Thierry Breton, ancien commissaire européen au Marché intérieur (2019-2024), est l’un des principaux artisans du Digital Services Act (DSA), le règlement européen qui impose aux plateformes numériques (comme X/Twitter, Facebook, etc.) des obligations strictes de modération de contenus et de lutte contre la désinformation. L’administration Trump considère que le DSA et les actions de Breton constituent une atteinte à la liberté d’expression et une forme de censure visant les entreprises américaines. Les États-Unis accusent Breton d’avoir utilisé le DSA pour « intimider » des plateformes comme X (anciennement Twitter), notamment après l’amende astronomique infligée à Elon Musk pour non-respect des règles européennes.
En Allemagne, l’AfD, autre formation jugée proche des milieux conservateurs américains, a été placée sous surveillance après avoir été considérée comme un danger pour la démocratie. Une décision vivement dénoncée par Washington. « Ce n’est pas de la démocratie, c’est de la tyrannie déguisée », avait alors déclaré Marco Rubio au nom du département d’État. La cheffe de l’AfD a fait appel devant le tribunal administratif de Cologne de la classification comme extrémiste de son parti. Si cette dernière venait à être confirmée, les responsables de la formation pourraient être durablement mis au ban outre-Rhin – déclenchant la colère de Washington.
Officiellement, ni Marine Le Pen ni l’AfD ne revendiquent un quelconque soutien américain. Le porte-parole du parti nationaliste allemand a démenti toute demande d’appui.
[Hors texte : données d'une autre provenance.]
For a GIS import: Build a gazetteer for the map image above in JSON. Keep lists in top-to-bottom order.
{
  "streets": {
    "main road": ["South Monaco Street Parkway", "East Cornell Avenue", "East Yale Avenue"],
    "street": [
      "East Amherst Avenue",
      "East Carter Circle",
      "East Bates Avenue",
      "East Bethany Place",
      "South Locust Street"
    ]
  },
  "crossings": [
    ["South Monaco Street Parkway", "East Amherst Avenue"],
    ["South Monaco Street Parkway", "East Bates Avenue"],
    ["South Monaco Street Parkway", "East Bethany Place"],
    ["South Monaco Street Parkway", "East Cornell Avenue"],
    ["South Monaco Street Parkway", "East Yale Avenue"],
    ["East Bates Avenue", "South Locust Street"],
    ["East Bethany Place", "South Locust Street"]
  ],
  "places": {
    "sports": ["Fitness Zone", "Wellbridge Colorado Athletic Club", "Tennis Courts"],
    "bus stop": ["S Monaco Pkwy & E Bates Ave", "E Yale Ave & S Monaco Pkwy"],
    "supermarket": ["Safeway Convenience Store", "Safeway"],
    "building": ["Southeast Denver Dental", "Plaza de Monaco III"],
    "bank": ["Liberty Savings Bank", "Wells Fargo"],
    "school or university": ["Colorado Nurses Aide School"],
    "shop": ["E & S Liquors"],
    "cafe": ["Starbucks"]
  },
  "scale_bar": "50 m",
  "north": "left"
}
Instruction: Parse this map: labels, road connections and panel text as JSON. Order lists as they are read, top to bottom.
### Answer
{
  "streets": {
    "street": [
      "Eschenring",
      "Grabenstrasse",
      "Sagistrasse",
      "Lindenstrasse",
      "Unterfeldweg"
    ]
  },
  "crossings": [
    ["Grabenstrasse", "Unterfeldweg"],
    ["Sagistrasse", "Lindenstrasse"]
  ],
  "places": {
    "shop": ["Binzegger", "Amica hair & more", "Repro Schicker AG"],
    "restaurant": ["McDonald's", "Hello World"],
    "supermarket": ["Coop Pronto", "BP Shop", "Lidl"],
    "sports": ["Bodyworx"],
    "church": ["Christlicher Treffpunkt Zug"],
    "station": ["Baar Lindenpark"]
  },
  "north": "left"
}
Selon lui, l’initiative viendrait exclusivement de Washington, décidé à défendre des mouvements qu’il estime victimes de « censure ». Depuis Munich, lors de la conférence annuelle sur la sécurité et la défense, le vice-président des États-Unis J.D. Vance a ainsi accusé l’Allemagne d’étouffer la liberté d’expression en marginalisant un parti anti-immigration. Le vice-président américain a entre autres pointé du doigt l’érosion des normes démocratiques en Europe, la censure, la suppression des dissidences et l’exclusion des voix populistes, dénonçant ce qu’il a appelé les « cordons sanitaires » érigés contre l’extrême droite en Europe, appelant à leur suppression.